__Problem to work on__
Repeat exactly the lines running from the first line of the data to the line containing "filter:drop-shadow(0 0 1px", both ends included, and nothing else; drop the pictures.

__Entries provided__
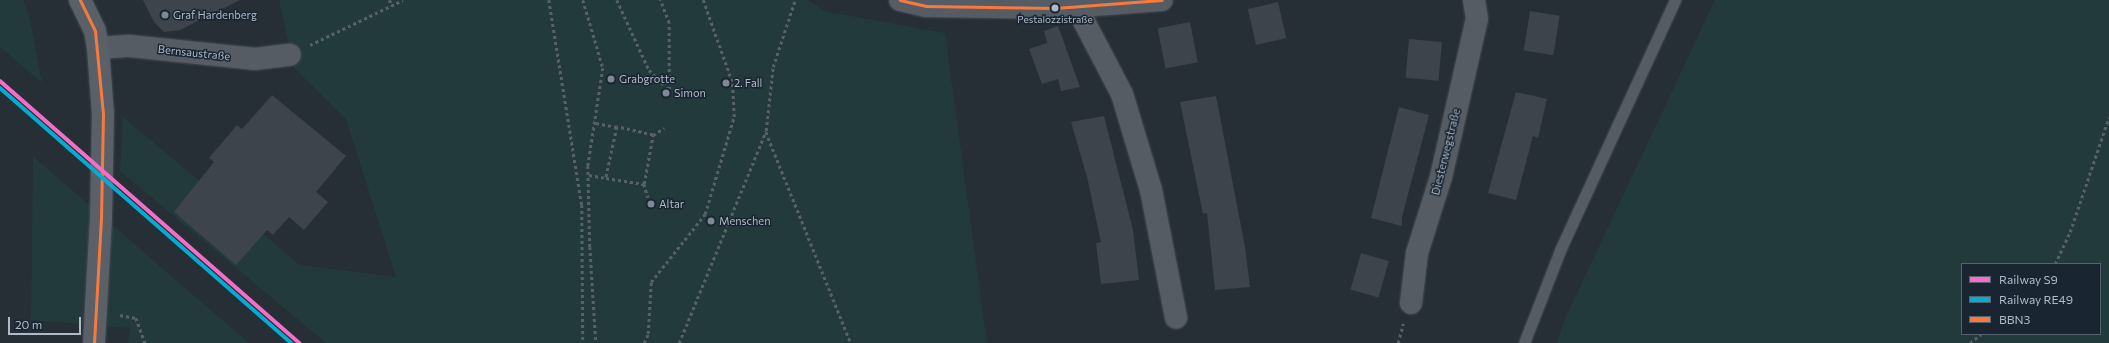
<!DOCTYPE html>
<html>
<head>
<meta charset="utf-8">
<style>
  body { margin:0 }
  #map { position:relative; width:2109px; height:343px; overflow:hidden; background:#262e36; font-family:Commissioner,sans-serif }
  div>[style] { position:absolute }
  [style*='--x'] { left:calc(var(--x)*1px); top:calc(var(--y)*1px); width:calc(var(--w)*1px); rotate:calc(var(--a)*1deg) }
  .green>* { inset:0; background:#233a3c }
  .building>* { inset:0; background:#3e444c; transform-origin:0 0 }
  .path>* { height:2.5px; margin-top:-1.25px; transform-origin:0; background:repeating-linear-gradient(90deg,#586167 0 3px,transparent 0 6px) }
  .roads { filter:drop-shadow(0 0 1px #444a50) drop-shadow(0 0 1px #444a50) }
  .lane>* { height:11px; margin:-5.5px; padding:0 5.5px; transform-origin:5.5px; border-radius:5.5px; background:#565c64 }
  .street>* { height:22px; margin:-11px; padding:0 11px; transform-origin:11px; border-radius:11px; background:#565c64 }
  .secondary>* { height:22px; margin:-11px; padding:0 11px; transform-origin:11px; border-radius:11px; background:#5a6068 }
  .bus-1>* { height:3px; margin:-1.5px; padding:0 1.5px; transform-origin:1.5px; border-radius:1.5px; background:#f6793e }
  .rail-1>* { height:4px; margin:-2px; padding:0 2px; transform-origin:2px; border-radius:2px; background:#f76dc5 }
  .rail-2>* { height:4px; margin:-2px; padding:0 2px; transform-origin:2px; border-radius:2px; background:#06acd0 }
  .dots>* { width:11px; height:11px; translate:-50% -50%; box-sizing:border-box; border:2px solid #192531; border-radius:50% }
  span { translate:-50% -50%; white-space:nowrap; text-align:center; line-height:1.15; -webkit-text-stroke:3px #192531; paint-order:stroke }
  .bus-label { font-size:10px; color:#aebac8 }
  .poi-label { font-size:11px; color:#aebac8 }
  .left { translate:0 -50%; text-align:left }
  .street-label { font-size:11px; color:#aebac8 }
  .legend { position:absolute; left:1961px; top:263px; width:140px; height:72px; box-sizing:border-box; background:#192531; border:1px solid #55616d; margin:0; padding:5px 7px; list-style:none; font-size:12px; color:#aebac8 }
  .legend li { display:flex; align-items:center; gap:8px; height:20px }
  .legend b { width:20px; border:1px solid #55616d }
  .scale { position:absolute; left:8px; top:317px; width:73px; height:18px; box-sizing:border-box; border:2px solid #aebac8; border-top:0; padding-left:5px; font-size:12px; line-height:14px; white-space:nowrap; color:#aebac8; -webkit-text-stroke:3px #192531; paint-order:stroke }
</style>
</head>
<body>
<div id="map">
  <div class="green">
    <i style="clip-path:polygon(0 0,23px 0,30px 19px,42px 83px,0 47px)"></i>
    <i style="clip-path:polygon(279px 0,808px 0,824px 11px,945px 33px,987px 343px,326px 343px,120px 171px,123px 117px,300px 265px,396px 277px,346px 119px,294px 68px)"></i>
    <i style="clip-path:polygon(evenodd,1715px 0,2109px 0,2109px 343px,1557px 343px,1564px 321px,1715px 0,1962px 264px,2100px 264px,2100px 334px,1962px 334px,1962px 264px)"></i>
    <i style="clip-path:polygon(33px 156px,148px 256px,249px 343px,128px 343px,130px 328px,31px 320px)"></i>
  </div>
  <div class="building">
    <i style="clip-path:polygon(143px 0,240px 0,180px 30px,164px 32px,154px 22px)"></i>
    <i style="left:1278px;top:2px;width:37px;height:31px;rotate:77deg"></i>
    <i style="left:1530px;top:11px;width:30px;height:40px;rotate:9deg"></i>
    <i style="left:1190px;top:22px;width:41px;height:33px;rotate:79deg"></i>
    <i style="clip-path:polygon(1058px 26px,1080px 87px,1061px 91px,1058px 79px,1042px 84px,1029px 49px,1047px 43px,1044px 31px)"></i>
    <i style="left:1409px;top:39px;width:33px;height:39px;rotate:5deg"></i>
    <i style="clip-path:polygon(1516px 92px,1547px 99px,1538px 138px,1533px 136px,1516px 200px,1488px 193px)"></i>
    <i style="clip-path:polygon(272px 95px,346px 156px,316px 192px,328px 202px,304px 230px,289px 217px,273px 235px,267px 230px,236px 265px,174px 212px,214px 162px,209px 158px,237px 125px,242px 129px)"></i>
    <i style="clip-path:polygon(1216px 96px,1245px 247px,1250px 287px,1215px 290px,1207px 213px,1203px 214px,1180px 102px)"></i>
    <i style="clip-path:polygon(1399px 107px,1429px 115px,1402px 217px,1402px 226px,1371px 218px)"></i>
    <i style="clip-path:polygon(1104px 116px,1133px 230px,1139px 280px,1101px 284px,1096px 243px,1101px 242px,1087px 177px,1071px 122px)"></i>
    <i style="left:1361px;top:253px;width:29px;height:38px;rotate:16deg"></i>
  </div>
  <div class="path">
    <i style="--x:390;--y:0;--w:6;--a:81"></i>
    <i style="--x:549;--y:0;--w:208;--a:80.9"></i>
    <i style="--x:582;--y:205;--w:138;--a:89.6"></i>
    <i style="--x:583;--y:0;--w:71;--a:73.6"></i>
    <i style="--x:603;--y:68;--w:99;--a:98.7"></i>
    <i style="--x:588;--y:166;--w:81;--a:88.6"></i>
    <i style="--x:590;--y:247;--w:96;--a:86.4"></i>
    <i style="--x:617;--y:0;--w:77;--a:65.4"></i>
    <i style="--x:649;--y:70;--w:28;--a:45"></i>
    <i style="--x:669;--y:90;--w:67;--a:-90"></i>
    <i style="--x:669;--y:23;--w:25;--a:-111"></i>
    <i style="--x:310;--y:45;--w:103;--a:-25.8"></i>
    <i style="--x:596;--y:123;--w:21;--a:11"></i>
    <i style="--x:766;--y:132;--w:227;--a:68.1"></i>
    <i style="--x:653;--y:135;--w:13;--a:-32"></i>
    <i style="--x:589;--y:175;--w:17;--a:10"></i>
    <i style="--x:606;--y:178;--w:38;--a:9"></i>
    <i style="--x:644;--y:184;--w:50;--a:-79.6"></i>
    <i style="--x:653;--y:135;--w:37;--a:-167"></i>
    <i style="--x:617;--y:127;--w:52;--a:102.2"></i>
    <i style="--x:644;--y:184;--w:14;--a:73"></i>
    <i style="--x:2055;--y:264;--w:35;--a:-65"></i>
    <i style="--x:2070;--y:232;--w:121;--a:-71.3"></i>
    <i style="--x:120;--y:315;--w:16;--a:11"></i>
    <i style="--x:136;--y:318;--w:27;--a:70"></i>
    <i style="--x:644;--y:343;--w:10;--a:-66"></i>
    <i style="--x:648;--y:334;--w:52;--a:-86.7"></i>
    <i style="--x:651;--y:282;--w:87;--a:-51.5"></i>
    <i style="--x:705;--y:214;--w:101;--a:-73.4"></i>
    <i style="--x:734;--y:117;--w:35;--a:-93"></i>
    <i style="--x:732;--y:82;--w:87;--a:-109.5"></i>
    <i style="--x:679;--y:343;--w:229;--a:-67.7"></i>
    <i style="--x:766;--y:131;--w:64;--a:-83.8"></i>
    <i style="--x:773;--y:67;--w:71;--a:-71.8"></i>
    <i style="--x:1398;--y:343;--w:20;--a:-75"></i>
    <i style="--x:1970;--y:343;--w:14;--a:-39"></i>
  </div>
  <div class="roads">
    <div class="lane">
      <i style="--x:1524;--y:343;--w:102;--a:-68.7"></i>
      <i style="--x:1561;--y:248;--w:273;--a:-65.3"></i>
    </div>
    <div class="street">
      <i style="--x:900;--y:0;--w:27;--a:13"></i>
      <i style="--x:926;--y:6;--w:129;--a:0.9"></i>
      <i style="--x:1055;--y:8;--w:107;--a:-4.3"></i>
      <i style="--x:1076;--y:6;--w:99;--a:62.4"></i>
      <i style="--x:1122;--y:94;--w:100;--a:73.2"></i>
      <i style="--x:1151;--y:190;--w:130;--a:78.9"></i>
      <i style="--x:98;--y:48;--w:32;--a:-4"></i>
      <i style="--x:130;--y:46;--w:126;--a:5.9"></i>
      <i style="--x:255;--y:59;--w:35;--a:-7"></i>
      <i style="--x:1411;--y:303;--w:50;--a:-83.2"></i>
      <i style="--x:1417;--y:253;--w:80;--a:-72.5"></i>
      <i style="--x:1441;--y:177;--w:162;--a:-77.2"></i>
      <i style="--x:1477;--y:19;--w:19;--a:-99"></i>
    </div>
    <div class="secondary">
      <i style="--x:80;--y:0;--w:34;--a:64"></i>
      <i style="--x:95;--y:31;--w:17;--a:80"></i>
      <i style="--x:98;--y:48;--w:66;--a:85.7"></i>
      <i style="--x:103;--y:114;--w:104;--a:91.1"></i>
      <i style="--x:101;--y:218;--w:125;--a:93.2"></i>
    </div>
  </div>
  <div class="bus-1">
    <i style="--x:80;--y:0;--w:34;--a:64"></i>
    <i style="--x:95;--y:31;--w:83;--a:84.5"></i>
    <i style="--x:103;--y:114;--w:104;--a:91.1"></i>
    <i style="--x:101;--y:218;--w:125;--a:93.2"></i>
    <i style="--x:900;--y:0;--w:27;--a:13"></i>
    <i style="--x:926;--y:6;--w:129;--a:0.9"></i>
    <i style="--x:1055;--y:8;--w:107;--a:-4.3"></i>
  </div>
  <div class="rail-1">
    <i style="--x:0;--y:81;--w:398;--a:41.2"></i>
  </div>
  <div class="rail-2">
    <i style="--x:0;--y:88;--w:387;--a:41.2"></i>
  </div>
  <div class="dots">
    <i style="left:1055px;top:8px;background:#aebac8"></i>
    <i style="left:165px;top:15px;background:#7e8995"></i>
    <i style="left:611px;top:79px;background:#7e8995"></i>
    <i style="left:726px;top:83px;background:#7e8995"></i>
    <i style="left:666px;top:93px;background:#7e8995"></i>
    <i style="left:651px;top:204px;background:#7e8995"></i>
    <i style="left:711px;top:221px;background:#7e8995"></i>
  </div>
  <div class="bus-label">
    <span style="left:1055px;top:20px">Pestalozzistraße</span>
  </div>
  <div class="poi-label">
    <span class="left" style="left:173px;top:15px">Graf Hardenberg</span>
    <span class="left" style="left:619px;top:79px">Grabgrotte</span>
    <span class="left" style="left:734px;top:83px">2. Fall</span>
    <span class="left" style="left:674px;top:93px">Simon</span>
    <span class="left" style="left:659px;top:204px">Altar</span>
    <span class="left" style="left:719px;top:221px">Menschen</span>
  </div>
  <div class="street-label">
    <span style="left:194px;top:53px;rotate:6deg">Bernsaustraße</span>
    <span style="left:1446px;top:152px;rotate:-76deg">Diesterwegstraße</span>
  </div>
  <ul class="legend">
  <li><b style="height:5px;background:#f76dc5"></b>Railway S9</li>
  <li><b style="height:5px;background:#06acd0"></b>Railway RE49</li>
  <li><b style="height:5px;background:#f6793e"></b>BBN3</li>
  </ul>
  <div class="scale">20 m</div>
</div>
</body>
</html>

__Worked solution__
<!DOCTYPE html>
<html>
<head>
<meta charset="utf-8">
<style>
  body { margin:0 }
  #map { position:relative; width:2109px; height:343px; overflow:hidden; background:#262e36; font-family:Commissioner,sans-serif }
  div>[style] { position:absolute }
  [style*='--x'] { left:calc(var(--x)*1px); top:calc(var(--y)*1px); width:calc(var(--w)*1px); rotate:calc(var(--a)*1deg) }
  .green>* { inset:0; background:#233a3c }
  .building>* { inset:0; background:#3e444c; transform-origin:0 0 }
  .path>* { height:2.5px; margin-top:-1.25px; transform-origin:0; background:repeating-linear-gradient(90deg,#586167 0 3px,transparent 0 6px) }
  .roads { filter:drop-shadow(0 0 1px #444a50) drop-shadow(0 0 1px #444a50) }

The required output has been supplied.